Task requirements: Can you transcribe the data exactly? Leave the pictures out.

Record extracts:

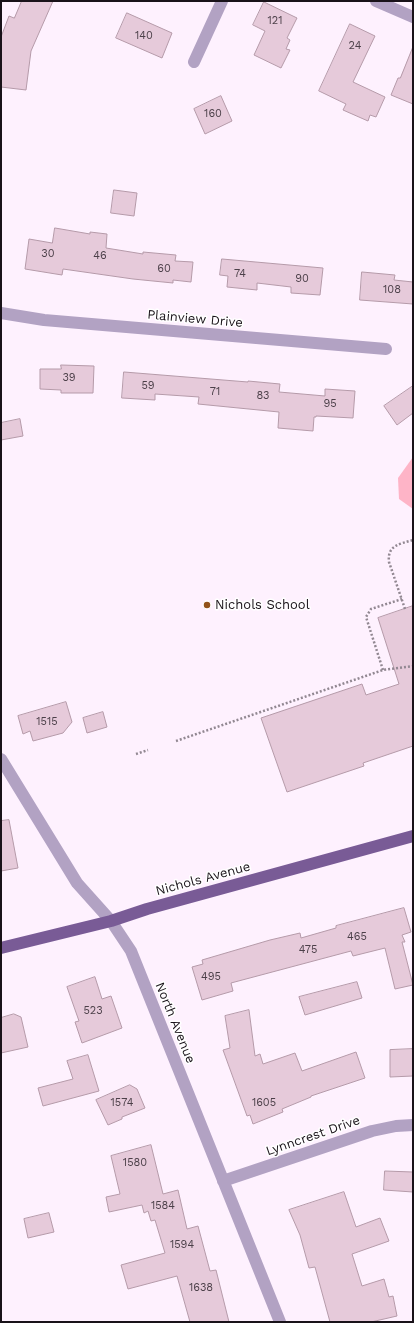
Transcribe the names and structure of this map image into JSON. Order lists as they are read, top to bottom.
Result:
{
  "streets": {
    "main road": ["Nichols Avenue"],
    "street": ["Plainview Drive", "North Avenue", "Lynncrest Drive"]
  },
  "crossings": [
    ["Nichols Avenue", "North Avenue"],
    ["North Avenue", "Lynncrest Drive"]
  ],
  "places": ["Nichols School"],
  "house_numbers": [
    "121",
    "140",
    "24",
    "160",
    "30",
    "46",
    "60",
    "74",
    "90",
    "108",
    "39",
    "59",
    "71",
    "83",
    "95",
    "1515",
    "465",
    "475",
    "495",
    "523",
    "1574",
    "1605",
    "1580",
    "1584",
    "1594",
    "1638"
  ]
}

Exercise result:
Transcribe the names and structure of this map image into JSON. Order lists as they are read, top to bottom.
Result:
{
  "streets": {
    "main road": ["Nichols Avenue"],
    "street": ["Plainview Drive", "North Avenue", "Lynncrest Drive"]
  },
  "crossings": [
    ["Nichols Avenue", "North Avenue"],
    ["North Avenue", "Lynncrest Drive"]
  ],
  "places": ["Nichols School"],
  "house_numbers": [
    "121",
    "140",
    "24",
    "160",
    "30",
    "46",
    "60",
    "74",
    "90",
    "108",
    "39",
    "59",
    "71",
    "83",
    "95",
    "1515",
    "465",
    "475",
    "495",
    "523",
    "1574",
    "1605",
    "1580",
    "1584",
    "1594",
    "1638"
  ]
}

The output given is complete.